EXERCISE GOAL
Your answer must be an exact copy of the lines below, from the first through the one with "Map reading. Summarize", with no pictures.

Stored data
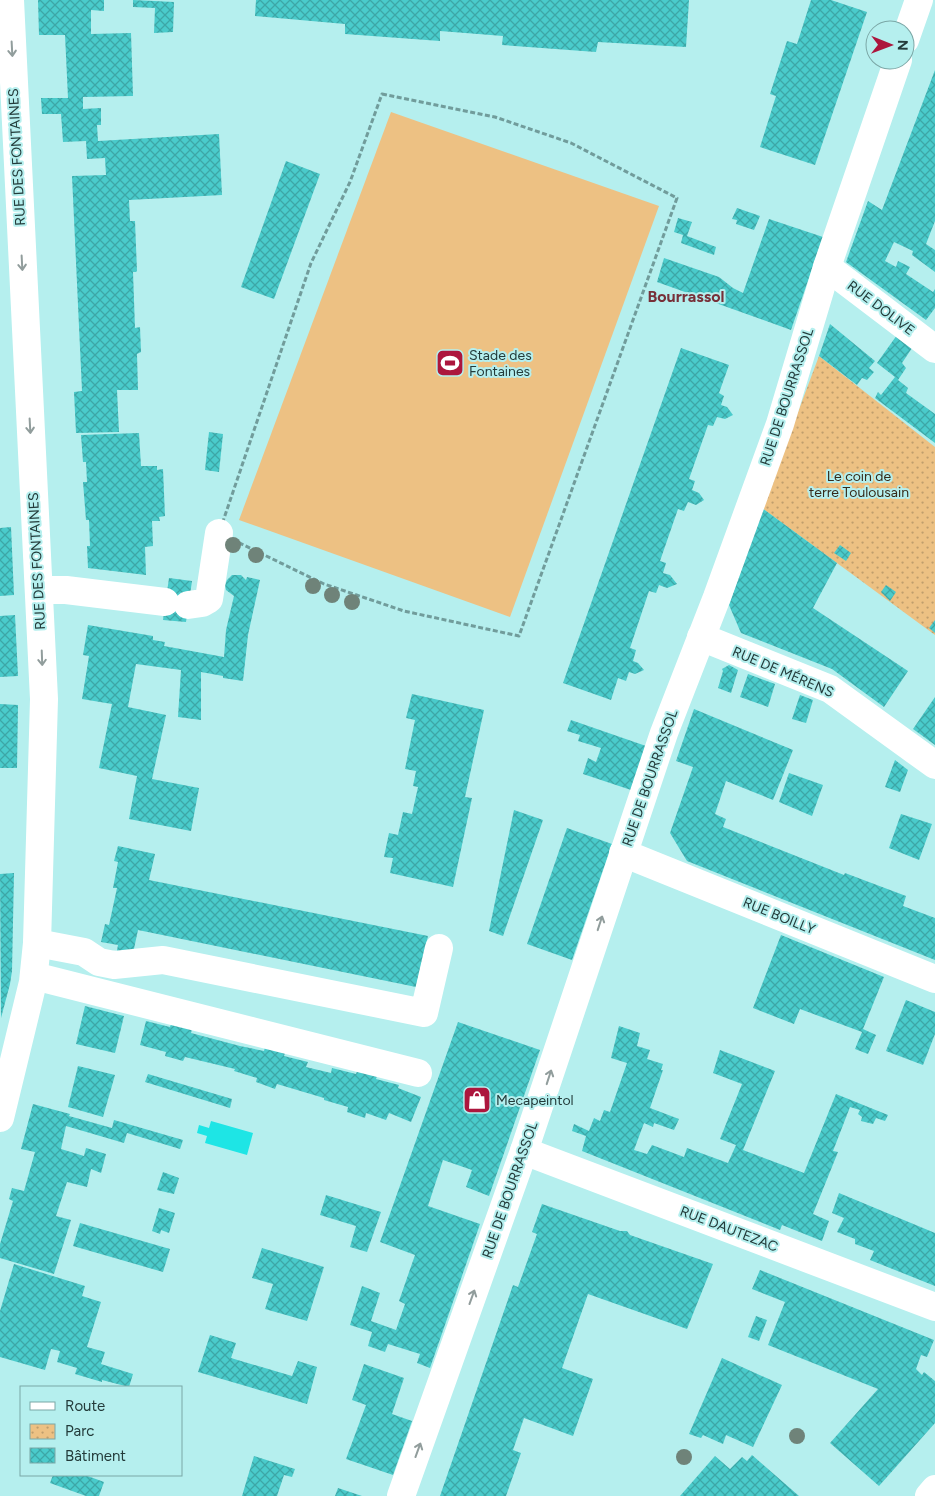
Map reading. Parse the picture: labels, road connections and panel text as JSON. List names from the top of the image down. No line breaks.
{"streets":{"street":["RUE DES FONTAINES","RUE DOLIVE","RUE DE BOURRASSOL","RUE DE MÉRENS","RUE BOILLY","RUE DAUTEZAC"]},"crossings":[["RUE DOLIVE","RUE DE BOURRASSOL"],["RUE DE BOURRASSOL","RUE DE MÉRENS"],["RUE DE BOURRASSOL","RUE BOILLY"],["RUE DE BOURRASSOL","RUE DAUTEZAC"]],"one_way":["RUE DES FONTAINES","RUE DE BOURRASSOL"],"districts":["Bourrassol"],"parks":["Le coin de terre Toulousain"],"places":{"sports":["Stade des Fontaines"],"shop":["Mecapeintol"]},"legend":["Route","Parc","Bâtiment"],"north":"right"}
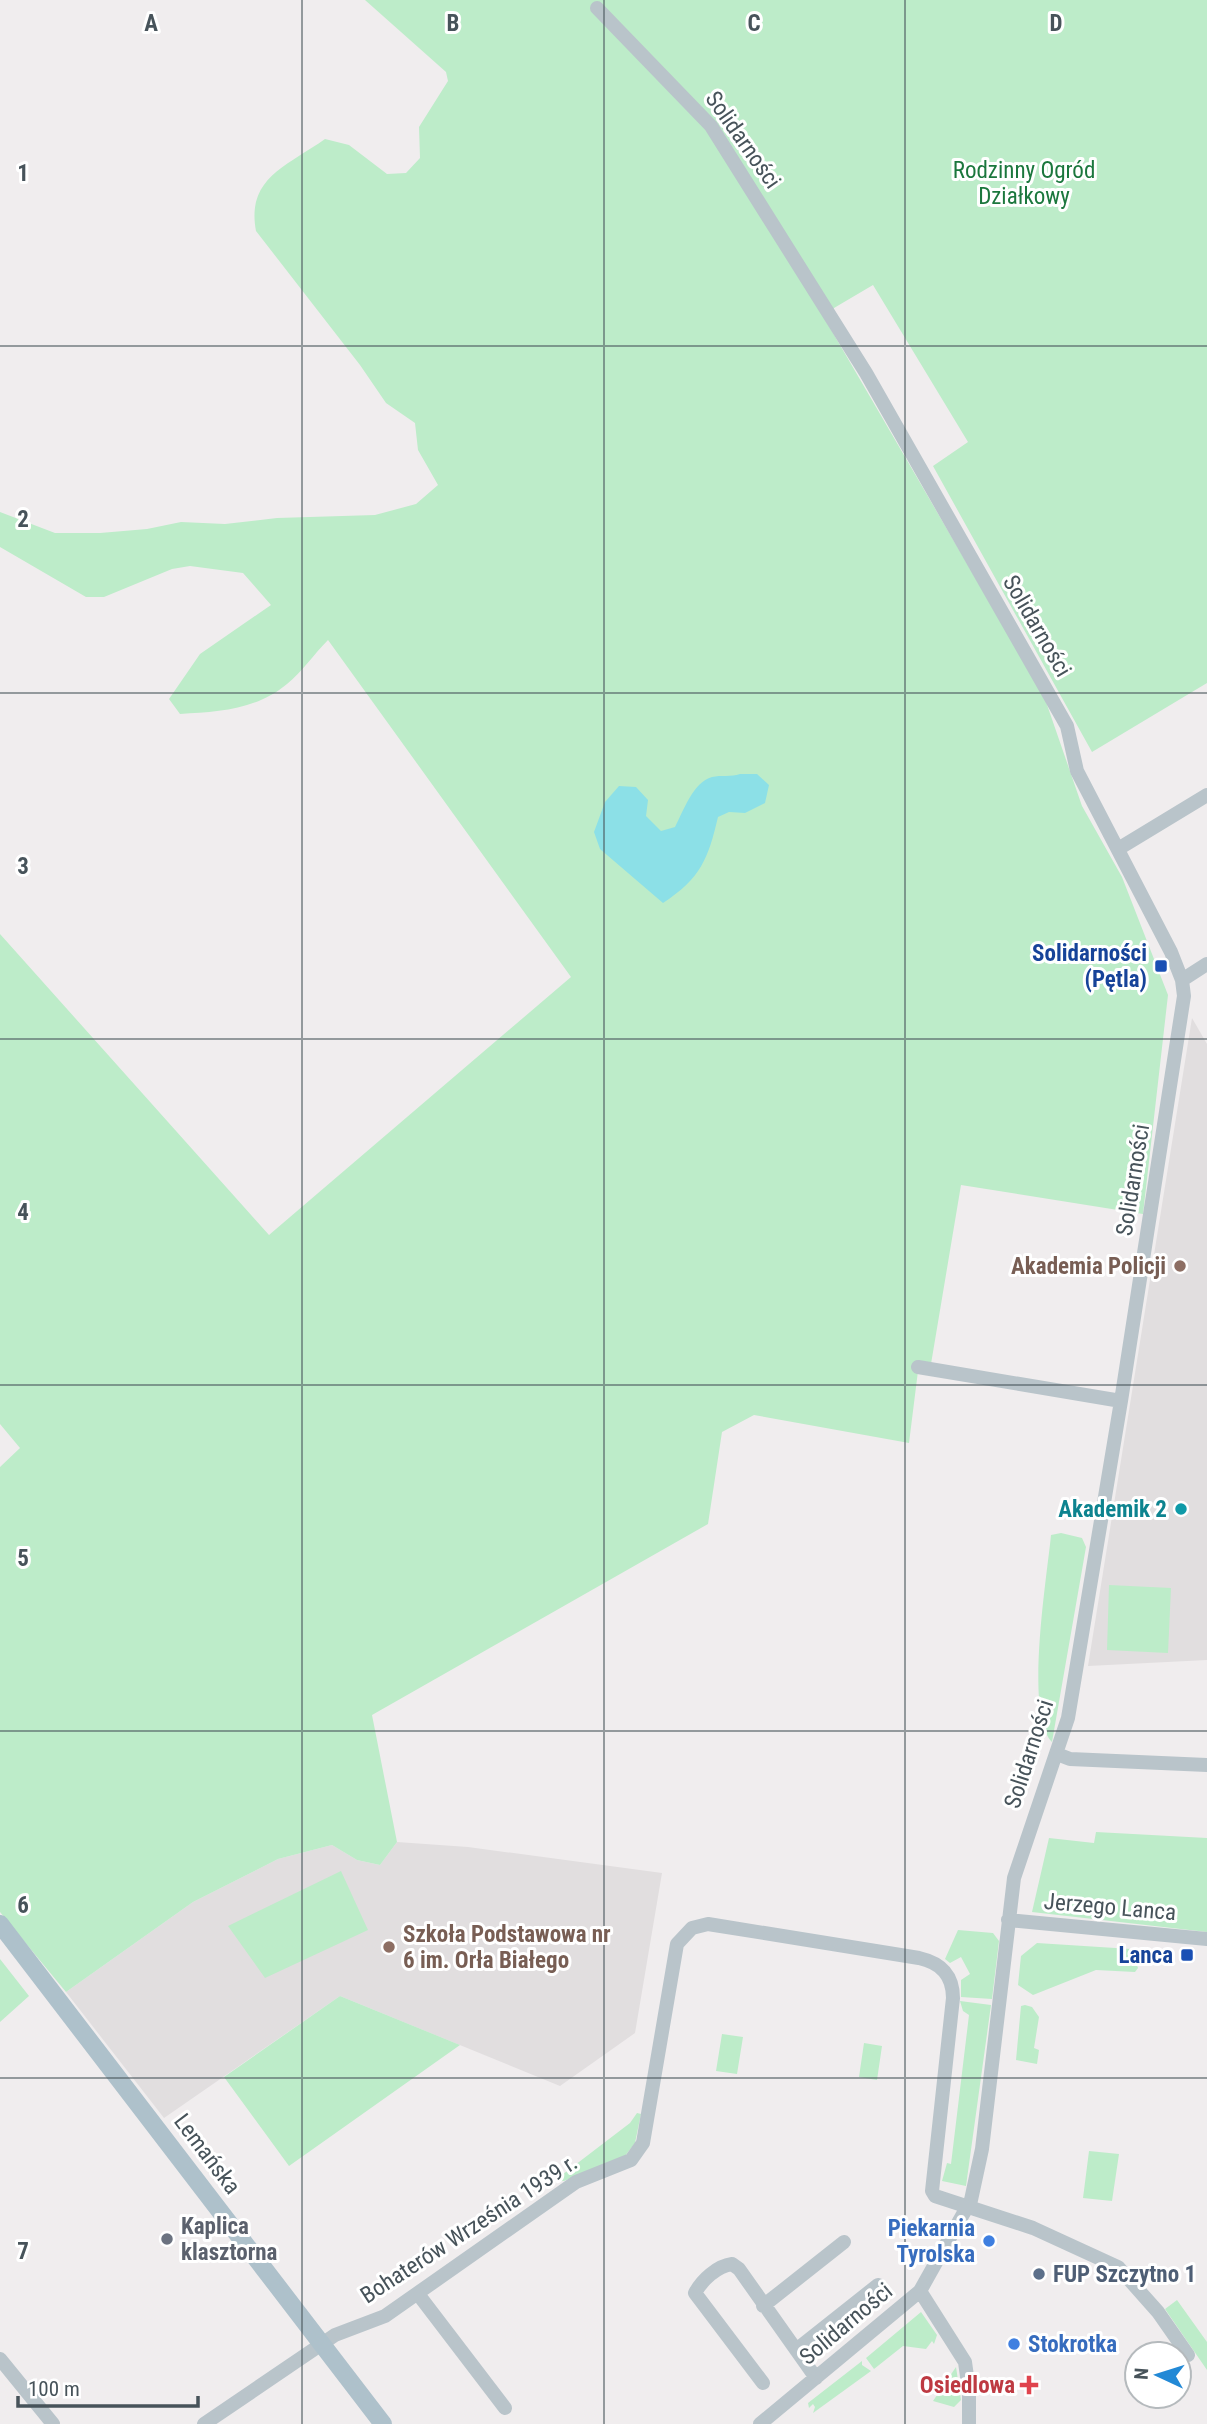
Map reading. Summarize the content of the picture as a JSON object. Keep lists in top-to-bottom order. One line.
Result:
{"streets":{"main road":["Lemańska"],"street":["Solidarności","Jerzego Lanca","Bohaterów Września 1939 r."]},"crossings":[["Solidarności","Jerzego Lanca"],["Solidarności","Bohaterów Września 1939 r."],["Lemańska","Bohaterów Września 1939 r."]],"parks":["Rodzinny Ogród Działkowy"],"places":{"transit":["Solidarności (Pętla)","Lanca"],"other":["Akademia Policji","Akademik 2","Szkoła Podstawowa nr 6 im. Orła Białego","Kaplica klasztorna","Piekarnia Tyrolska","FUP Szczytno 1","Stokrotka"],"health":["Osiedlowa"]},"scale_bar":"100 m","north":"left","grid":{"columns":["A","B","C","D"],"rows":["1","2","3","4","5","6","7"]}}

RESULT FOR THIS EXERCISE
Map reading. Parse the picture: labels, road connections and panel text as JSON. List names from the top of the image down. No line breaks.
{"streets":{"street":["RUE DES FONTAINES","RUE DOLIVE","RUE DE BOURRASSOL","RUE DE MÉRENS","RUE BOILLY","RUE DAUTEZAC"]},"crossings":[["RUE DOLIVE","RUE DE BOURRASSOL"],["RUE DE BOURRASSOL","RUE DE MÉRENS"],["RUE DE BOURRASSOL","RUE BOILLY"],["RUE DE BOURRASSOL","RUE DAUTEZAC"]],"one_way":["RUE DES FONTAINES","RUE DE BOURRASSOL"],"districts":["Bourrassol"],"parks":["Le coin de terre Toulousain"],"places":{"sports":["Stade des Fontaines"],"shop":["Mecapeintol"]},"legend":["Route","Parc","Bâtiment"],"north":"right"}
Map reading. Summarize the content of the picture as a JSON object. Keep lists in top-to-bottom order. One line.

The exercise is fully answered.